But the first thing I learned? When it comes to Massive Open Online Courses, like those offered by Coursera, Udacity and edX, you can forget about the Socratic method.

The professor is, in most cases, out of students’ reach, only slightly more accessible than the pope or Thomas Pynchon. Several of my Coursera courses begin by warning students not to e-mail the professor. We are told not to “friend” the professor on Facebook. If you happen to see the professor on the street, avoid all eye contact (well, that last one is more implied than stated). There are, after all, often tens of thousands of students and just one top instructor.

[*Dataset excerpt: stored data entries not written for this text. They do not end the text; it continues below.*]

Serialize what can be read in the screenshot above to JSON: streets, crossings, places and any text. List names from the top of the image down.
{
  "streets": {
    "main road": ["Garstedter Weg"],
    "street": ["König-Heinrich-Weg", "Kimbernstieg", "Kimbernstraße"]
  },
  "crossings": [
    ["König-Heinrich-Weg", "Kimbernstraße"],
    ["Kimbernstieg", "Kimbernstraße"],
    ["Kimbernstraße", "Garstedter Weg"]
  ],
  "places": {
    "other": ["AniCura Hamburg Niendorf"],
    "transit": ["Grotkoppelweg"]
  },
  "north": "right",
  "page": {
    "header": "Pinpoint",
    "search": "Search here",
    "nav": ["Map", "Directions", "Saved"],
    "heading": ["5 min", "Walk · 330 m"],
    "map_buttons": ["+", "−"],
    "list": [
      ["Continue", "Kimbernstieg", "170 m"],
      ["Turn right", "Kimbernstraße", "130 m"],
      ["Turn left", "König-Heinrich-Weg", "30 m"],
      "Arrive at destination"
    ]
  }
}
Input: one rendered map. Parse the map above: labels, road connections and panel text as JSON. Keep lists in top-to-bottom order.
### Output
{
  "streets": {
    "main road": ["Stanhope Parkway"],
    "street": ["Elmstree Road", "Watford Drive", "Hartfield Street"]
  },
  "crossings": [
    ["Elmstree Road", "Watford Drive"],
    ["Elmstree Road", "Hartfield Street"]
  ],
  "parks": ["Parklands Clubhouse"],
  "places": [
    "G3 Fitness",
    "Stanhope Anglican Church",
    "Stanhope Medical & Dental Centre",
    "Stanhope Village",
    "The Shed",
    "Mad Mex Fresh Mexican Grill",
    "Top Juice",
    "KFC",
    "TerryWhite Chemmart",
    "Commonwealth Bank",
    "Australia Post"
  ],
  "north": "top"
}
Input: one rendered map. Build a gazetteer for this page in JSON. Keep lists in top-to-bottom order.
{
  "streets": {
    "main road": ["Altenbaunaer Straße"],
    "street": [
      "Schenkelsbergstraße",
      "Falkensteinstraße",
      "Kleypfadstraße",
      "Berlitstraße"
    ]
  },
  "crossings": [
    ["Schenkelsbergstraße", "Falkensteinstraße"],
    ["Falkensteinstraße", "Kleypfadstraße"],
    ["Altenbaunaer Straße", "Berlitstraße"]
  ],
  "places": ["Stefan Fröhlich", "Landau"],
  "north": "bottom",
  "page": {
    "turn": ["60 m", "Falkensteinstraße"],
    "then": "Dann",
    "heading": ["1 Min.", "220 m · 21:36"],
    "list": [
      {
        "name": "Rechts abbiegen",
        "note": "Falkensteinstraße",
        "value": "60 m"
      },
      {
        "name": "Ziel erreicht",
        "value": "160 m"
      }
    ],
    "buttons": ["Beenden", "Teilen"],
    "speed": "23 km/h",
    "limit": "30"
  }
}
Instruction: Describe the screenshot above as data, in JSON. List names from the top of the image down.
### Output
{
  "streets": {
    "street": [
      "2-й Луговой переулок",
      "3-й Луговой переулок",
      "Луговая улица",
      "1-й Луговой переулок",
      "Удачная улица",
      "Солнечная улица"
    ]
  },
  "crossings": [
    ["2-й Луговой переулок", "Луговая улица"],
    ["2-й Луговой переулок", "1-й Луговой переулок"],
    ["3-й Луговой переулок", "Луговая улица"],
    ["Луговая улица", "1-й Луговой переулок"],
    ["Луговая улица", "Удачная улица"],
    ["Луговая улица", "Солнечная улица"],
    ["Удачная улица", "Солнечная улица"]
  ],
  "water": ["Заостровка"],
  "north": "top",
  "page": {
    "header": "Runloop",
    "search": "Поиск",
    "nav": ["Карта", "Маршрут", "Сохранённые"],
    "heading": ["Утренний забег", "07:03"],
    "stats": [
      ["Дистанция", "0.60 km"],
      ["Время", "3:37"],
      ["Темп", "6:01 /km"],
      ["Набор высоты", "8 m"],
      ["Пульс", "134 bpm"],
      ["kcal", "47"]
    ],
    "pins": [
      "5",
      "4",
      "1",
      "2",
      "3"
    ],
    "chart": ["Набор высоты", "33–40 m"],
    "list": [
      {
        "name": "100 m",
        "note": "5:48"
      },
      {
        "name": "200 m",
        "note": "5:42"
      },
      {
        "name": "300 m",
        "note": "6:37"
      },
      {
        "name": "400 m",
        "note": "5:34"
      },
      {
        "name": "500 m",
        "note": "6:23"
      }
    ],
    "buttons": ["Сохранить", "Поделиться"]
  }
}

Perhaps my modern history professor, Philip D. Zelikow, of the University of Virginia, put it best in his course introduction, explaining that his class would be a series of “conversations in which we’re going to talk about this course one to one” — except that one side (the student’s) doesn’t “get to talk back directly.” I’m not sure this fits the traditional definition of a conversation.

On the other hand, how can I really complain? I’m getting Ivy League (or Ivy League equivalent) wisdom free. Anyone can, whether you live in South Dakota or Senegal, whether it’s noon or 5 a.m., whether you’re broke or a billionaire. Professors from Harvard, M.I.T. and dozens of other schools prerecord their lectures; you watch them online and take quizzes at your leisure.”

He rated his overall MOOC experiences as a “B”:

Am I glad I spent a semester attending MOOCs? Yes. Granted, my retention rate was low, and I can’t think of any huge practical applications for my newfound knowledge (the closest came when I included Erich Fromm’s notion of freedom in a piece for my day job at Esquire — before deleting it). Though one fellow “Introduction to Finance” student, an information technology consultant, told me he’s planning to include the course on his résumé, I probably won’t go that far.

But MOOCs provided me with the thrill of relatively painless self-improvement and an easy introduction to heady topics. And just as important, they gave me relief from the guilt of watching “Swamp People.”

As these online universities gain traction, and start counting for actual college course credit, they’ll most likely have enormous real-world impact. They’ll help in getting jobs and creating business ideas. They might just live up to their hype. For millions of people around the globe with few resources, MOOCs may even be life-changing.

As for whether MOOCs will ever totally replace colleges made of brick, mortar and ivy, however, count me as a skeptic. A campus still has advantages for those lucky enough to afford the tuition — networking being one. (Even dropouts like Mark Zuckerberg made key social connections at Harvard.) And an online college will never crack Playboy’s venerable annual list of top party schools.”